→ **Task directions**
Retype each entry. Leave nothing out.

→ **Stored data**
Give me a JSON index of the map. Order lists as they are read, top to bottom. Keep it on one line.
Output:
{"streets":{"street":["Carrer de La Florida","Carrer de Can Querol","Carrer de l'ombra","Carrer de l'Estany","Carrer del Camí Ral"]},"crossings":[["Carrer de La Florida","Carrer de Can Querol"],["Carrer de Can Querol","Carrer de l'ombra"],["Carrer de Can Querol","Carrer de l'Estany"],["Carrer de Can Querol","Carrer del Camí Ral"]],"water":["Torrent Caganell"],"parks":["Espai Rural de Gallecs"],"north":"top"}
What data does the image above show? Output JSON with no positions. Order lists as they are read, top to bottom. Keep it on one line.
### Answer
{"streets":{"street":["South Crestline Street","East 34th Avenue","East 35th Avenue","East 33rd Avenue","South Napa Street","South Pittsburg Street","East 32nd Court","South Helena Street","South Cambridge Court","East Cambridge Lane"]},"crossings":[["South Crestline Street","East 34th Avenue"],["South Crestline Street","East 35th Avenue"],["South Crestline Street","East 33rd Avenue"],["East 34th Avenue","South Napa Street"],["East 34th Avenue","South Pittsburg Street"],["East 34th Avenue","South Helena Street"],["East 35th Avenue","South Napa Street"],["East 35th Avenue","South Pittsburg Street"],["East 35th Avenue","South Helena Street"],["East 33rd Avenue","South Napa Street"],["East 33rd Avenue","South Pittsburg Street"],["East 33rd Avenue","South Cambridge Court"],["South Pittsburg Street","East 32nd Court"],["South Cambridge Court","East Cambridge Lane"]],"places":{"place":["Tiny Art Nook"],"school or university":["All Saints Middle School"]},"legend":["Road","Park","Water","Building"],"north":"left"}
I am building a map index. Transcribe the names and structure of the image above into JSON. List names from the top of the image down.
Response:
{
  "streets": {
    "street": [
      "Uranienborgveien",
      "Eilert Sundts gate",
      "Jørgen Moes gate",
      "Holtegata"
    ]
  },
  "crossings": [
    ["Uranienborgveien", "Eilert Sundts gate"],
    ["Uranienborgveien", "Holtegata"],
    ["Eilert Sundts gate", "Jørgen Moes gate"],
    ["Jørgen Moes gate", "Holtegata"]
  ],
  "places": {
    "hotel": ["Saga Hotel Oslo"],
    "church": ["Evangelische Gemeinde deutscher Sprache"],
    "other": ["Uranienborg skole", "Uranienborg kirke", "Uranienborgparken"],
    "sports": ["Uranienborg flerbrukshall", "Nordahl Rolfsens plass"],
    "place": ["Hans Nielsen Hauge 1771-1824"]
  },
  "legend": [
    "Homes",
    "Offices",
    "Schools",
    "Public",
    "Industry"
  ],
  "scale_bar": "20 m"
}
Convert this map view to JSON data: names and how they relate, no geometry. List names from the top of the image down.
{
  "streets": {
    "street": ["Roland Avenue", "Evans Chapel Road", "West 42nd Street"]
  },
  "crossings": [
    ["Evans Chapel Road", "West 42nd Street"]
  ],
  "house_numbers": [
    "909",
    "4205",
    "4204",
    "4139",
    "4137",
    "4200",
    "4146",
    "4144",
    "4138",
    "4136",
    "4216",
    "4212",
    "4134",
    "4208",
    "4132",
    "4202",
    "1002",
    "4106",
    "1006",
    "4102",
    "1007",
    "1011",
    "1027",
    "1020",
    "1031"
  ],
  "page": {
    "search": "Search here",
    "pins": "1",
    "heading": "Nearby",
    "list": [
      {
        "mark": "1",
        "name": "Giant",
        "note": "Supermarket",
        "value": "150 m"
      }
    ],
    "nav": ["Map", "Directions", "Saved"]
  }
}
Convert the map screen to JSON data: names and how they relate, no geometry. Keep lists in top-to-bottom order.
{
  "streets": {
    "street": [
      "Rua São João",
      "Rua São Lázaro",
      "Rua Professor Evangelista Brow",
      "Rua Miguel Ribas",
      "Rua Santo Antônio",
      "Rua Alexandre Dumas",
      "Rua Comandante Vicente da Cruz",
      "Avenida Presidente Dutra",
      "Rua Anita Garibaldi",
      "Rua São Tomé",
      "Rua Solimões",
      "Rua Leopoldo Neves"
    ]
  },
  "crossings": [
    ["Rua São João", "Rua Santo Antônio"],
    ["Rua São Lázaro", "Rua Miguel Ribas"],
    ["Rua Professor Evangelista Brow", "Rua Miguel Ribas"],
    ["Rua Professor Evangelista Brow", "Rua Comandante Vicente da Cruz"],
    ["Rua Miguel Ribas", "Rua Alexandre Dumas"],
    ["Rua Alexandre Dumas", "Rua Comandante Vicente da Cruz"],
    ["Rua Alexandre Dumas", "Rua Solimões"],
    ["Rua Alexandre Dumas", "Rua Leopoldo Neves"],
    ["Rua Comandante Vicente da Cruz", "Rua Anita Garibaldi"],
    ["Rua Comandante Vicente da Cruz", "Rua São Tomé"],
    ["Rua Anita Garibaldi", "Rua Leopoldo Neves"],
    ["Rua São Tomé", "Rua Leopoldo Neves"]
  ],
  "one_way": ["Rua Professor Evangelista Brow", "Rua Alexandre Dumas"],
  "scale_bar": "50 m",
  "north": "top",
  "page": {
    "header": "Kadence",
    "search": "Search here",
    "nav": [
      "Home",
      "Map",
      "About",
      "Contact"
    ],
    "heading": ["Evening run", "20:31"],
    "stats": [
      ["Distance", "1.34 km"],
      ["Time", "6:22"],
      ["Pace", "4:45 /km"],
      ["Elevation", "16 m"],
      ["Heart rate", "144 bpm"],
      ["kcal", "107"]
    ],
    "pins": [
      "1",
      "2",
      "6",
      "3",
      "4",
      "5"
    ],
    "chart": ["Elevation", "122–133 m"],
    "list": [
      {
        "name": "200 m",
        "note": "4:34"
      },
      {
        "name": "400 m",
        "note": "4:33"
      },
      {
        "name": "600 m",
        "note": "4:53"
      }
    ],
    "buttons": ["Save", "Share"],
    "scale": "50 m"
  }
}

→ **Answer to the problem**
Give me a JSON index of the map. Order lists as they are read, top to bottom. Keep it on one line.
Output:
{"streets":{"street":["Carrer de La Florida","Carrer de Can Querol","Carrer de l'ombra","Carrer de l'Estany","Carrer del Camí Ral"]},"crossings":[["Carrer de La Florida","Carrer de Can Querol"],["Carrer de Can Querol","Carrer de l'ombra"],["Carrer de Can Querol","Carrer de l'Estany"],["Carrer de Can Querol","Carrer del Camí Ral"]],"water":["Torrent Caganell"],"parks":["Espai Rural de Gallecs"],"north":"top"}
What data does the image above show? Output JSON with no positions. Order lists as they are read, top to bottom. Keep it on one line.
### Answer
{"streets":{"street":["South Crestline Street","East 34th Avenue","East 35th Avenue","East 33rd Avenue","South Napa Street","South Pittsburg Street","East 32nd Court","South Helena Street","South Cambridge Court","East Cambridge Lane"]},"crossings":[["South Crestline Street","East 34th Avenue"],["South Crestline Street","East 35th Avenue"],["South Crestline Street","East 33rd Avenue"],["East 34th Avenue","South Napa Street"],["East 34th Avenue","South Pittsburg Street"],["East 34th Avenue","South Helena Street"],["East 35th Avenue","South Napa Street"],["East 35th Avenue","South Pittsburg Street"],["East 35th Avenue","South Helena Street"],["East 33rd Avenue","South Napa Street"],["East 33rd Avenue","South Pittsburg Street"],["East 33rd Avenue","South Cambridge Court"],["South Pittsburg Street","East 32nd Court"],["South Cambridge Court","East Cambridge Lane"]],"places":{"place":["Tiny Art Nook"],"school or university":["All Saints Middle School"]},"legend":["Road","Park","Water","Building"],"north":"left"}
I am building a map index. Transcribe the names and structure of the image above into JSON. List names from the top of the image down.
Response:
{
  "streets": {
    "street": [
      "Uranienborgveien",
      "Eilert Sundts gate",
      "Jørgen Moes gate",
      "Holtegata"
    ]
  },
  "crossings": [
    ["Uranienborgveien", "Eilert Sundts gate"],
    ["Uranienborgveien", "Holtegata"],
    ["Eilert Sundts gate", "Jørgen Moes gate"],
    ["Jørgen Moes gate", "Holtegata"]
  ],
  "places": {
    "hotel": ["Saga Hotel Oslo"],
    "church": ["Evangelische Gemeinde deutscher Sprache"],
    "other": ["Uranienborg skole", "Uranienborg kirke", "Uranienborgparken"],
    "sports": ["Uranienborg flerbrukshall", "Nordahl Rolfsens plass"],
    "place": ["Hans Nielsen Hauge 1771-1824"]
  },
  "legend": [
    "Homes",
    "Offices",
    "Schools",
    "Public",
    "Industry"
  ],
  "scale_bar": "20 m"
}
Convert this map view to JSON data: names and how they relate, no geometry. List names from the top of the image down.
{
  "streets": {
    "street": ["Roland Avenue", "Evans Chapel Road", "West 42nd Street"]
  },
  "crossings": [
    ["Evans Chapel Road", "West 42nd Street"]
  ],
  "house_numbers": [
    "909",
    "4205",
    "4204",
    "4139",
    "4137",
    "4200",
    "4146",
    "4144",
    "4138",
    "4136",
    "4216",
    "4212",
    "4134",
    "4208",
    "4132",
    "4202",
    "1002",
    "4106",
    "1006",
    "4102",
    "1007",
    "1011",
    "1027",
    "1020",
    "1031"
  ],
  "page": {
    "search": "Search here",
    "pins": "1",
    "heading": "Nearby",
    "list": [
      {
        "mark": "1",
        "name": "Giant",
        "note": "Supermarket",
        "value": "150 m"
      }
    ],
    "nav": ["Map", "Directions", "Saved"]
  }
}
Convert the map screen to JSON data: names and how they relate, no geometry. Keep lists in top-to-bottom order.
{
  "streets": {
    "street": [
      "Rua São João",
      "Rua São Lázaro",
      "Rua Professor Evangelista Brow",
      "Rua Miguel Ribas",
      "Rua Santo Antônio",
      "Rua Alexandre Dumas",
      "Rua Comandante Vicente da Cruz",
      "Avenida Presidente Dutra",
      "Rua Anita Garibaldi",
      "Rua São Tomé",
      "Rua Solimões",
      "Rua Leopoldo Neves"
    ]
  },
  "crossings": [
    ["Rua São João", "Rua Santo Antônio"],
    ["Rua São Lázaro", "Rua Miguel Ribas"],
    ["Rua Professor Evangelista Brow", "Rua Miguel Ribas"],
    ["Rua Professor Evangelista Brow", "Rua Comandante Vicente da Cruz"],
    ["Rua Miguel Ribas", "Rua Alexandre Dumas"],
    ["Rua Alexandre Dumas", "Rua Comandante Vicente da Cruz"],
    ["Rua Alexandre Dumas", "Rua Solimões"],
    ["Rua Alexandre Dumas", "Rua Leopoldo Neves"],
    ["Rua Comandante Vicente da Cruz", "Rua Anita Garibaldi"],
    ["Rua Comandante Vicente da Cruz", "Rua São Tomé"],
    ["Rua Anita Garibaldi", "Rua Leopoldo Neves"],
    ["Rua São Tomé", "Rua Leopoldo Neves"]
  ],
  "one_way": ["Rua Professor Evangelista Brow", "Rua Alexandre Dumas"],
  "scale_bar": "50 m",
  "north": "top",
  "page": {
    "header": "Kadence",
    "search": "Search here",
    "nav": [
      "Home",
      "Map",
      "About",
      "Contact"
    ],
    "heading": ["Evening run", "20:31"],
    "stats": [
      ["Distance", "1.34 km"],
      ["Time", "6:22"],
      ["Pace", "4:45 /km"],
      ["Elevation", "16 m"],
      ["Heart rate", "144 bpm"],
      ["kcal", "107"]
    ],
    "pins": [
      "1",
      "2",
      "6",
      "3",
      "4",
      "5"
    ],
    "chart": ["Elevation", "122–133 m"],
    "list": [
      {
        "name": "200 m",
        "note": "4:34"
      },
      {
        "name": "400 m",
        "note": "4:33"
      },
      {
        "name": "600 m",
        "note": "4:53"
      }
    ],
    "buttons": ["Save", "Share"],
    "scale": "50 m"
  }
}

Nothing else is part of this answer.